From Simone Zelitch. Simone traveled this summer with Pastor Amy and Michelle Bruhn of GMC as part of the interfaith Christian Peacemaker Team trip to Palestine, and was kind enough to share her reflections with us. She lives in Mt. Airy and is a member of the Tikkun Olam Chavurah. Read more at http://simonezelitch.com.
In the course of the months of preparation for the interfaith delegation to Palestine, the Jews and Christians from Philadelphia got a chance to get to know each other, talk about the itinerary, and meet with Christian Peacemaker Team (CPT) staffer John Bergen, who described his experience on the ground. But we didn’t know one thing, on the streets of Hebron, we wouldn’t be out as Jewish. Soon after we arrived, a team member told one of my fellow delegates to remove his kippa and his Jewish star earring.
Sometimes, as when we entered the Ibrahimi Mosque, the reasons were clear, as Jews were not permitted there, and when we met with Palestinian activists, our leader found a way to tell them that we were a group of American Christians and Jews. But as I walked through the Old City, I couldn’t help but feel a sense of “passing” that felt at cross-purposes with my hopes when I joined an interfaith delegation.

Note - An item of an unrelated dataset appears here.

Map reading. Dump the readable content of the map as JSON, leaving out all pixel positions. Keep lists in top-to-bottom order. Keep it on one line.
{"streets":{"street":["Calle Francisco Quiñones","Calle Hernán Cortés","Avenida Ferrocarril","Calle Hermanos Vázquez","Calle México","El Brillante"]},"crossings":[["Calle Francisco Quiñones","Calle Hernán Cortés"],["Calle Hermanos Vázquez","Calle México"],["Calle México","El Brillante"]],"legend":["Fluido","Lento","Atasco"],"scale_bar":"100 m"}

There may well be good reasons for these policies. It’s clear that in Hebron, every man in a kippah is assumed to be a settler, and complicating that perception may be laudatory, but it also complicates the work of the CPT. As delegates, we’re here to do what’s needed to be done, to join the staff as they monitor the situation, and keep track of the many ways the settlers and the IDF make life impossible for Palestinians in Hebron. Certainly, as an American Jew, I feel compelled to confront the damage caused by Americans in general and American Jews in particular, yet part of what drew me to join the delegation was, in fact, the possibility of representing a Jew who was neither a settler nor a soldier, and bringing my own history and identity to this work.

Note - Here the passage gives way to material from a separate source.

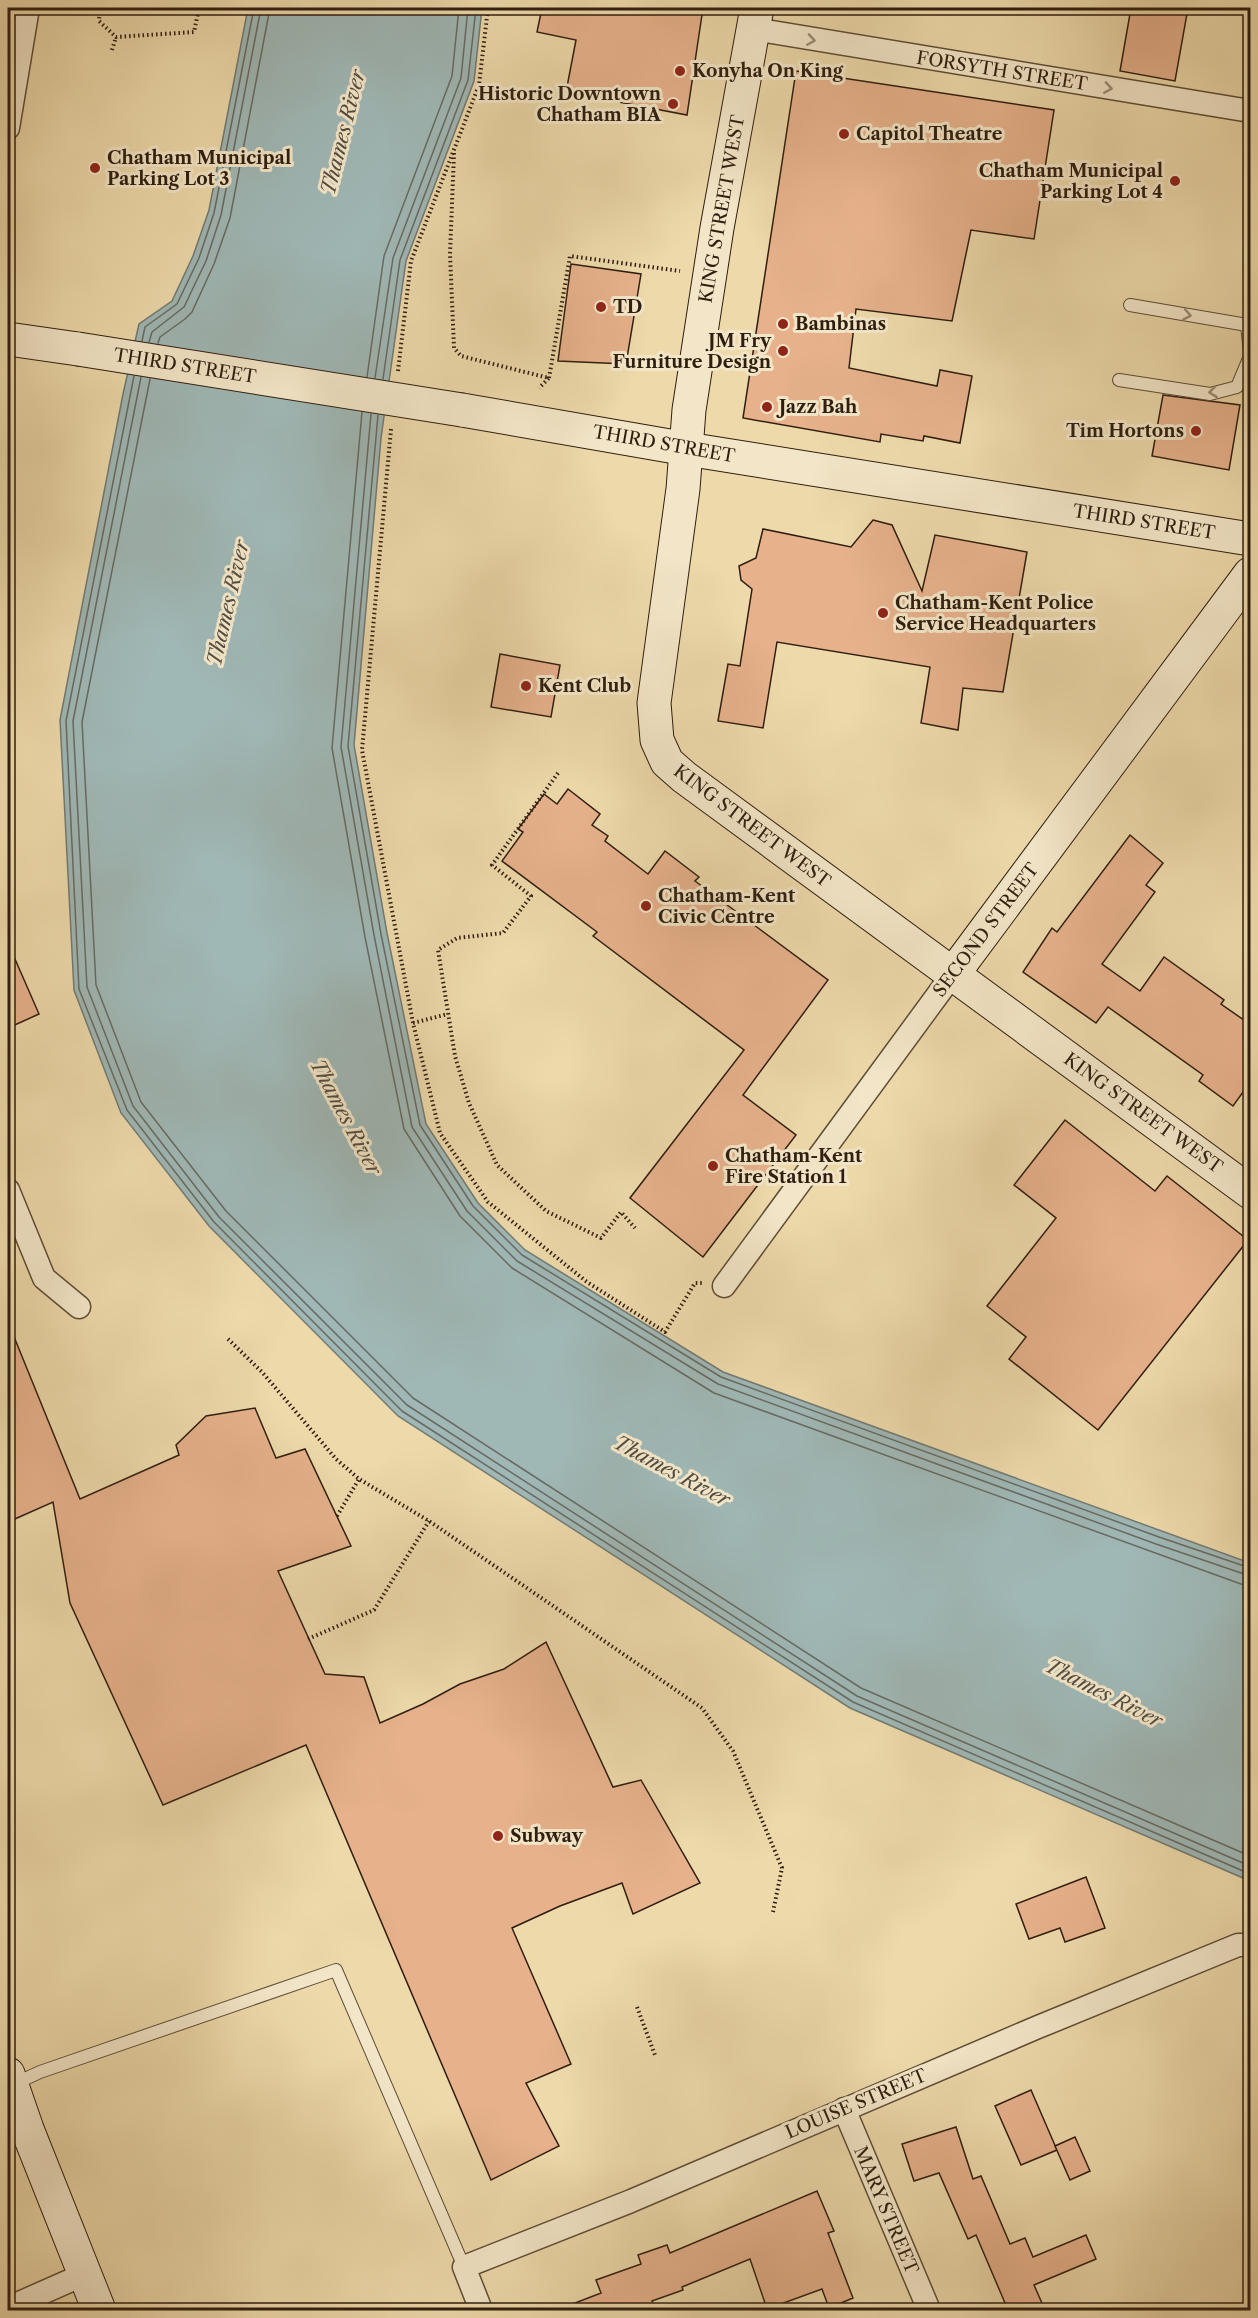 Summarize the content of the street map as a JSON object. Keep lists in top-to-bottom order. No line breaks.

Here, though, that identity was less something I brought than something I carried. I kept wanting some signal—a new red hat that said “Jew in CTP," an earring shaped like a Jewish star—but in the context of constant urgent issues, these points felt trivial. I know delegates who come to Hebron cry a lot. Some of my own reasons might be a little different. What does it mean to enter the Ibrahimi Mosque on the Saturday tour of settler encroachment on the Old City, and hear familiar Shabbat chants from the synagogue side? Settlers are praying, and I don’t share their ideology, but I share those words and melodies. I don’t think of myself as religious, but suddenly felt a fierce need for a place where I could pray. What does it mean to know that Jews had lived in Hebron beside their Muslim neighbors for generations?
I’d been doing some reading about the history of Muslims and Jews in Hebron where they lived as fellow Arabs under the Ottomans, sharing festivals and pilgrimages, tutoring each other’s children, catering each other’s weddings. By the time of the British Mandate, the rise of Zionism and Arab Nationalism caused tensions that led to clashes throughout Palestine, and in 1929, a rumor from Jerusalem led to a massacre of Hebron’s Jews. Yes, many of Hebron’s Muslim families shielded them and saved their lives, or helped them escape, yet the truth of the matter is that after that year, there was no Jewish community in Hebron, and in spite of an attempt to repopulate the quarter a few years later, it could never really return.
This is the great theme of the “settler tour” we observed today, the obscene circus that shuts down several streets in the Old City. Today, around forty orthodox settlers took what I suppose was their traditional afternoon Sabbath walk as IDF soldiers invade Palestinian homes to stand guard on rooftops, cars are stalled, shops are shuttered tights. I assume that the settlers walk up a street and through a series of tunnels and courtyards and point out sites from the massacre. I can’t know. I was back with CPT and the rest of the international observers, as Palestinian boys yelled and rammed their bicycles into our legs and asked us to take their pictures. All the while, what I really wanted to know was this: What was Hebron’s Jewish Quarter? What was life like there? Where was the butcher-shop or mikveh or synagogue? Frankly, I want the massacre acknowledged, but it can’t teach us anything useful. Here’s what can: the years when Jews lived in Hebron not as settlers but as neighbors.
Settler life in Hebron isn’t Jewish life in Hebron. Settlers are idol-worshipers; their idol is Land. I know there must be some Israeli groups who work in and around Hebron and partner with CPT, Jews who are neither soldiers nor settlers. I hope that when the next interfaith delegation comes here, we get to meet them, representatives from groups like B’tselem or Israeli Coalition Against House Demolitions. I hope we even find a way to pray together.
Finally, thanks to a CPT reservist, I got a chance to look at the settler’s brochure that describes their own tour of the Jewish Quarter. It pointed out a synagogue, a home for the elderly, and a clinic, and it made me wish for something fiercely: to see those things with people who aren’t settlers. Let’s find a way to walk through the Old City with guides who talk about every variety of demolition and displacement, and also every variety of intimacy and shared celebration. They should tell these stories in Hebrew, English and Arabic. I wonder what would happen.